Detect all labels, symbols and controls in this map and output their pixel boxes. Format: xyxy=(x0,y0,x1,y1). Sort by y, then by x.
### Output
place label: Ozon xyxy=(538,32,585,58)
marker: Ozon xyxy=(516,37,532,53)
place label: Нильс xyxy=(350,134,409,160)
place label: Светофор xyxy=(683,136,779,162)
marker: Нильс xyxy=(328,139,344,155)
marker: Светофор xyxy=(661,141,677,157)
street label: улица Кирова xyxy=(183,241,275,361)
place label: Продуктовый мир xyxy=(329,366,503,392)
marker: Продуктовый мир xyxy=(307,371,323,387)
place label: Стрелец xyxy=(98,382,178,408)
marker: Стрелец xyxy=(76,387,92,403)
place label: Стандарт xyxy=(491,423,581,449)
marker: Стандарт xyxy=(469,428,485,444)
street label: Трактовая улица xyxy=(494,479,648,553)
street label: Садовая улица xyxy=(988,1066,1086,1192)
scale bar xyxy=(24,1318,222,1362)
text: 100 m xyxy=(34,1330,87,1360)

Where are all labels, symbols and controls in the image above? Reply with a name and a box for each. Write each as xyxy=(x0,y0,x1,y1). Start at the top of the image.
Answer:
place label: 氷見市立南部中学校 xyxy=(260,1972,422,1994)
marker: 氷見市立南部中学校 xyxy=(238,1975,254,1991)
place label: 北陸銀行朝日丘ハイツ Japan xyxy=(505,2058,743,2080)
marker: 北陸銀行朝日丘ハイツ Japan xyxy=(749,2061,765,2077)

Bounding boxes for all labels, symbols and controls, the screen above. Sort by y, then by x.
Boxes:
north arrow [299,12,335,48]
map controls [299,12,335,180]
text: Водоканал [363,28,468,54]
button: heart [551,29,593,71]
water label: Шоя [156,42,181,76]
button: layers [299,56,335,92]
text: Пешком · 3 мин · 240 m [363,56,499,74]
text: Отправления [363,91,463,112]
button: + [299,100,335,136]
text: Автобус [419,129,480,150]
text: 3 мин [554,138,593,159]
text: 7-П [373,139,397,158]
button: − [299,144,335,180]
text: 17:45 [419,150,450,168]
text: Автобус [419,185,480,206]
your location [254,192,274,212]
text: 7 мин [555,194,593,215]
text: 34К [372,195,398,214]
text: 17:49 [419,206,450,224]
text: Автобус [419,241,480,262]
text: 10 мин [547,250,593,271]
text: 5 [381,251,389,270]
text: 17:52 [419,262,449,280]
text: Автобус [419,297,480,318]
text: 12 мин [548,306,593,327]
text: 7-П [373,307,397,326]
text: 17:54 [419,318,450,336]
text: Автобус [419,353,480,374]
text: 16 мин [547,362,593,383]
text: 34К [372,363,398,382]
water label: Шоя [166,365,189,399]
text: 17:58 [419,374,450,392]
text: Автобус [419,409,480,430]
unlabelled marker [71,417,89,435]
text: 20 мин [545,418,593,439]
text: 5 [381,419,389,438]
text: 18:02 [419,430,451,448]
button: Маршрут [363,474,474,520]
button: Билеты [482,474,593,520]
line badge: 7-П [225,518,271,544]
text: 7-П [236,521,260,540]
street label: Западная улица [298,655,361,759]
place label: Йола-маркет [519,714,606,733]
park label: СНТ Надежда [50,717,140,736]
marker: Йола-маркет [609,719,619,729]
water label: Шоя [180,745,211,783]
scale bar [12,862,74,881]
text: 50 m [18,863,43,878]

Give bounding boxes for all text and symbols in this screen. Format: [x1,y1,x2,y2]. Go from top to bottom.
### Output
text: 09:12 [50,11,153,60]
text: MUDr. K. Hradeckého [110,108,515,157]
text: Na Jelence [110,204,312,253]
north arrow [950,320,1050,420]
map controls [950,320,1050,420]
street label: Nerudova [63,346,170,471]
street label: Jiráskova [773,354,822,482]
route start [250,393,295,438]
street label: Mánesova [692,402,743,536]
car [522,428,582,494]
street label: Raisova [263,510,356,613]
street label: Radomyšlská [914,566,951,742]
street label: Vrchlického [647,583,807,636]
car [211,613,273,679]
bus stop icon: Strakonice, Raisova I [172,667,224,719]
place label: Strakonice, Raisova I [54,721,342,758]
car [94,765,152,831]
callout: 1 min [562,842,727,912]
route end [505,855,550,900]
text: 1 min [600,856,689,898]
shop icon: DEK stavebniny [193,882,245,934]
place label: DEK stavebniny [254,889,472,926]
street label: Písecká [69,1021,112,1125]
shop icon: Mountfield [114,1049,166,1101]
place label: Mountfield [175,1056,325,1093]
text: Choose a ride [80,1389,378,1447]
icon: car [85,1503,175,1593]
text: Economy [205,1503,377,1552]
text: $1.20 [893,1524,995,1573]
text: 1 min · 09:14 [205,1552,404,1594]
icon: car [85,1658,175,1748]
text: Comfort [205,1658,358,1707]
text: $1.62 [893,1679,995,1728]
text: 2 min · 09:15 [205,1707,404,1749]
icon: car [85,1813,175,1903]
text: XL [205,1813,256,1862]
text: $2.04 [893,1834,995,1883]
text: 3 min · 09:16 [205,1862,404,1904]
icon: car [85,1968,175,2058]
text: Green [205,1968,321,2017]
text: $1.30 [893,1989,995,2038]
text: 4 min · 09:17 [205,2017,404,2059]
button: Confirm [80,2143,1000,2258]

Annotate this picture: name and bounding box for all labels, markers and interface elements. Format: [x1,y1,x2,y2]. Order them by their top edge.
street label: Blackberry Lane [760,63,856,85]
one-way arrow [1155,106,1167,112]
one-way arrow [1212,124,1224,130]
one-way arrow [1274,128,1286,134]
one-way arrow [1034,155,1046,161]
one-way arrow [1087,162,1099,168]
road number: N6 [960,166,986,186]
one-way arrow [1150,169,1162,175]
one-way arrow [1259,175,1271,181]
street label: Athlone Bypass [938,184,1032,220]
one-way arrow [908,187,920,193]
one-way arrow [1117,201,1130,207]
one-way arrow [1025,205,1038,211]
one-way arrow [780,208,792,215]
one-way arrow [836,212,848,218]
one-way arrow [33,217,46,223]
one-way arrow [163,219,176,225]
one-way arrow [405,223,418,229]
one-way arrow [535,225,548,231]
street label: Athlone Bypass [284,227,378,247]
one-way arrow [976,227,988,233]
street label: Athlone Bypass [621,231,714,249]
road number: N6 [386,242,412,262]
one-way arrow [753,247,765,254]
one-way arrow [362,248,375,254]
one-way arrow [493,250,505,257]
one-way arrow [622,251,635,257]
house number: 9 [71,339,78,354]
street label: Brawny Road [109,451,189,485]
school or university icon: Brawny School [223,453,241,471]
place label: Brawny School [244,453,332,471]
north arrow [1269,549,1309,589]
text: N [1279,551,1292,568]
------------------------------------
Retrieve all lines from the data that contain the string "Стандарт".

place label: Стандарт xyxy=(491,423,581,449)
marker: Стандарт xyxy=(469,428,485,444)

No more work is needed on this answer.